** Information provided follows **

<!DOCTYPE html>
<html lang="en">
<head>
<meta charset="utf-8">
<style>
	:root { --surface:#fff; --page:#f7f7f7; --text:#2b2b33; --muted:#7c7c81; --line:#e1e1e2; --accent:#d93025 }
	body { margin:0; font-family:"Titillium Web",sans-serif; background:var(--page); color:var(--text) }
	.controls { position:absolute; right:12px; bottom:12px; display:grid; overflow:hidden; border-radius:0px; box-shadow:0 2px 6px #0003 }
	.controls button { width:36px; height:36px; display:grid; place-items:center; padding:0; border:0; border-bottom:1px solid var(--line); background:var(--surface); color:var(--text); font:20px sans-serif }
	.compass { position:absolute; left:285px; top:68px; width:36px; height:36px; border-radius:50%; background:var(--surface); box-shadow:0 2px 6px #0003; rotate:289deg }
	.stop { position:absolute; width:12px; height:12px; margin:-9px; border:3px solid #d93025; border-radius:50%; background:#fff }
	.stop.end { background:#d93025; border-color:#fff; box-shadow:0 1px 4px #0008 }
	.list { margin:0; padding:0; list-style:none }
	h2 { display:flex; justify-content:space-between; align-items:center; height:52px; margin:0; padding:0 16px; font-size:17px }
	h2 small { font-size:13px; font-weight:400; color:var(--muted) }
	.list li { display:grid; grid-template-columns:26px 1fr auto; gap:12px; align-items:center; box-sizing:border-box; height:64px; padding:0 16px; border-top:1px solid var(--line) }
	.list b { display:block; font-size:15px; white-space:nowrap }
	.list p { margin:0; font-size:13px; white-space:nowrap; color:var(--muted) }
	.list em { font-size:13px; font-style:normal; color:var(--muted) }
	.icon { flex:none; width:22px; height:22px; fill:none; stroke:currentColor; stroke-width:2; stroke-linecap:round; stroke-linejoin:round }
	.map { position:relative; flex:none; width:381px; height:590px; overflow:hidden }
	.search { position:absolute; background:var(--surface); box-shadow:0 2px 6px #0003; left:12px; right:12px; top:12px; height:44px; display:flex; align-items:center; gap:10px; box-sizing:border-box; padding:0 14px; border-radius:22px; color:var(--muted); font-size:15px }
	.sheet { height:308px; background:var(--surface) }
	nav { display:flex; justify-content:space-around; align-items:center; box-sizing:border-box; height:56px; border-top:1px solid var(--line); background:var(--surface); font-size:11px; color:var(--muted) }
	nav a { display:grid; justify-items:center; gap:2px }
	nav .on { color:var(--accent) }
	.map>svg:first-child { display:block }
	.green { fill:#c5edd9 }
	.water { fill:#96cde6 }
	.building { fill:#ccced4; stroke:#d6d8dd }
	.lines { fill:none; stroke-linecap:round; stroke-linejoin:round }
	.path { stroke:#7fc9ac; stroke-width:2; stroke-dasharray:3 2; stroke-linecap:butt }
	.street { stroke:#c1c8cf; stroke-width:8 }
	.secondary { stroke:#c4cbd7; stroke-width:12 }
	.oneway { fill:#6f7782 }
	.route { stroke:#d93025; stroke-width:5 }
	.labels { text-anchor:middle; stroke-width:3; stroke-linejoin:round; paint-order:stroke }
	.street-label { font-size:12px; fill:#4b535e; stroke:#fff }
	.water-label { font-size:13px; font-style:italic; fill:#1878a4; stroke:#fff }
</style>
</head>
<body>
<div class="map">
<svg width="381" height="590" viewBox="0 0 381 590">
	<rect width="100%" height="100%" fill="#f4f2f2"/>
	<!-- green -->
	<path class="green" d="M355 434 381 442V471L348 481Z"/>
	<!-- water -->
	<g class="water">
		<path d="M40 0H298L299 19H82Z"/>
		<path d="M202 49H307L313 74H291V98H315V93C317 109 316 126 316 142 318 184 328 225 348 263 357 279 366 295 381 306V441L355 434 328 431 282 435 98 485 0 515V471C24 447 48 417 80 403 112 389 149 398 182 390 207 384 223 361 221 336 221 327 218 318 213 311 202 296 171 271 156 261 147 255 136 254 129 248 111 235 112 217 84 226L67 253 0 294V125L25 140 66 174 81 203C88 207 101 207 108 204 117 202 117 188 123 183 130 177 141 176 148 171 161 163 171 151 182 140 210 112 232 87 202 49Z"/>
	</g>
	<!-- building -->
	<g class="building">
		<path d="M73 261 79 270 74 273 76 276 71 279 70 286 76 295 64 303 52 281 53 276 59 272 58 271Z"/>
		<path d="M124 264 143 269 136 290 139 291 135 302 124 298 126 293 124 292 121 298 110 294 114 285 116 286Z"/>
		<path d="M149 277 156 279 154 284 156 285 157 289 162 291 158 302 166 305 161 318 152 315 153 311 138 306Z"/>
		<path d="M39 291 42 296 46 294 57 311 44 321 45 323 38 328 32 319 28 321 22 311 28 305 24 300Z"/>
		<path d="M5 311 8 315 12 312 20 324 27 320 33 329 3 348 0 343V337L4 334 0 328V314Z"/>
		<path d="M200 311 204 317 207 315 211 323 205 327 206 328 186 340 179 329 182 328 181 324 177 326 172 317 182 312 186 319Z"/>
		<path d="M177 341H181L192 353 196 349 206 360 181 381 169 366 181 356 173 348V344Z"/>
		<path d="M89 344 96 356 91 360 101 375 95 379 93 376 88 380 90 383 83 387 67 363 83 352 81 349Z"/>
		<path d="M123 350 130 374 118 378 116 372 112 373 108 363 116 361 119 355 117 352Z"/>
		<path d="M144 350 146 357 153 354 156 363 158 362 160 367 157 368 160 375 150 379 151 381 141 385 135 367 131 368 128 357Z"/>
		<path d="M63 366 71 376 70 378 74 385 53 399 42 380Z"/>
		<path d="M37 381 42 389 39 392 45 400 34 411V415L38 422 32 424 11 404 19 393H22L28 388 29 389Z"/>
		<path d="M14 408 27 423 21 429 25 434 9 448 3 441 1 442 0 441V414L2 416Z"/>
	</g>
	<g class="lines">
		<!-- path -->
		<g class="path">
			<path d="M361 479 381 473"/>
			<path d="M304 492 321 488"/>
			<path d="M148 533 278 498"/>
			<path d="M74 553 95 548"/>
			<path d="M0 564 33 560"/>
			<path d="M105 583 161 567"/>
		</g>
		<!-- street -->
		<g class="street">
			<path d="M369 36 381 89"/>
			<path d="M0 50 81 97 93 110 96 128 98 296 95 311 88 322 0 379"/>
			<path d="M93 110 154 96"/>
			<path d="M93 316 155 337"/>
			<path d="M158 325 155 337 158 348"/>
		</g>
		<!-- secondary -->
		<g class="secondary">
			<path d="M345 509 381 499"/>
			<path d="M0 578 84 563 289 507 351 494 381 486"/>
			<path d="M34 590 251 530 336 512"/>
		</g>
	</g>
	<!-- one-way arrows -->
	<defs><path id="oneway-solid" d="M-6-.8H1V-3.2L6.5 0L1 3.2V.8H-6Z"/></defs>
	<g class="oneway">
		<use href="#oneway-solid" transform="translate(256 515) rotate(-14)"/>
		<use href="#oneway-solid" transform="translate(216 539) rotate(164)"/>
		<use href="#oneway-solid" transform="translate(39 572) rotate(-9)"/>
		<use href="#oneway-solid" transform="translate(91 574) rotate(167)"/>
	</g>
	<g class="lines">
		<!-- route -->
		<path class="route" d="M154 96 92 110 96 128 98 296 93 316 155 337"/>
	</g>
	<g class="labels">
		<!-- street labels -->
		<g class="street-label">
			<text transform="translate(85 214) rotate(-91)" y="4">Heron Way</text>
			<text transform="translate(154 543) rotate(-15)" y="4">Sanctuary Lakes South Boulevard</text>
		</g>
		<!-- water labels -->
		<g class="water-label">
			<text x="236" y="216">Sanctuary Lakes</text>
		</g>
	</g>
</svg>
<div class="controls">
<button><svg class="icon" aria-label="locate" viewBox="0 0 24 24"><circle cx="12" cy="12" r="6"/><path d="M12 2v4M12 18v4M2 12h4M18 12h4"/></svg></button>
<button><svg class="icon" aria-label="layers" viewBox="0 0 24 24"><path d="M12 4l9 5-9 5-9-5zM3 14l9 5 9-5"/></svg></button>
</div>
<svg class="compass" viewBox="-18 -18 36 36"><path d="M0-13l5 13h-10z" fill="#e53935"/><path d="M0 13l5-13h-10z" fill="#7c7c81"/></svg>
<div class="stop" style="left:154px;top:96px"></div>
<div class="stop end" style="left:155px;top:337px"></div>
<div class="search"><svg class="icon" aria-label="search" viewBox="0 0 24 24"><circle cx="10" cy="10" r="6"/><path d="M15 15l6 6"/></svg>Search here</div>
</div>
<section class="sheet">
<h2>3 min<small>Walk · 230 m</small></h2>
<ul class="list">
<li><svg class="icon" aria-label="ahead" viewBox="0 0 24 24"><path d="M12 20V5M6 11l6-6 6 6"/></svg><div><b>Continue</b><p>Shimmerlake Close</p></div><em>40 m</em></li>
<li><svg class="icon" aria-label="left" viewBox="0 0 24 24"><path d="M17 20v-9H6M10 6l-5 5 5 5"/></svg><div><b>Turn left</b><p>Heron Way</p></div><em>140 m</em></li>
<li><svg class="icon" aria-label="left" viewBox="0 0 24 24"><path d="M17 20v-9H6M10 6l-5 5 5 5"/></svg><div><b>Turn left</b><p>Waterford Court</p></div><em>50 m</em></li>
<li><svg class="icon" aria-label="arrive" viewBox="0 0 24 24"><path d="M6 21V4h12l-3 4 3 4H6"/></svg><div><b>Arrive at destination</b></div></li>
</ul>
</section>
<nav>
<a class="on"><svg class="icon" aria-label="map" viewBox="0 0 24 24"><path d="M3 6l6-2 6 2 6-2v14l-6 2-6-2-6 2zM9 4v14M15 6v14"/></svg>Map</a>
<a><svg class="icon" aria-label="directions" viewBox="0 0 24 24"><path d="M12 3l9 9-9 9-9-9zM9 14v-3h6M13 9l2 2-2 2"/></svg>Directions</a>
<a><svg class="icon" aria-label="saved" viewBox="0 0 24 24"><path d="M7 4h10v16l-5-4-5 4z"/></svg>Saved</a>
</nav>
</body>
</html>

** End of Information provided **

• How to complete this task:
Beginning at the top of the data, please return every line until and including the line containing "position:absolute; left:285px; top:68px;", copied exactly, and nothing past it.

• Solution to this exercise:
<!DOCTYPE html>
<html lang="en">
<head>
<meta charset="utf-8">
<style>
	:root { --surface:#fff; --page:#f7f7f7; --text:#2b2b33; --muted:#7c7c81; --line:#e1e1e2; --accent:#d93025 }
	body { margin:0; font-family:"Titillium Web",sans-serif; background:var(--page); color:var(--text) }
	.controls { position:absolute; right:12px; bottom:12px; display:grid; overflow:hidden; border-radius:0px; box-shadow:0 2px 6px #0003 }
	.controls button { width:36px; height:36px; display:grid; place-items:center; padding:0; border:0; border-bottom:1px solid var(--line); background:var(--surface); color:var(--text); font:20px sans-serif }
	.compass { position:absolute; left:285px; top:68px; width:36px; height:36px; border-radius:50%; background:var(--surface); box-shadow:0 2px 6px #0003; rotate:289deg }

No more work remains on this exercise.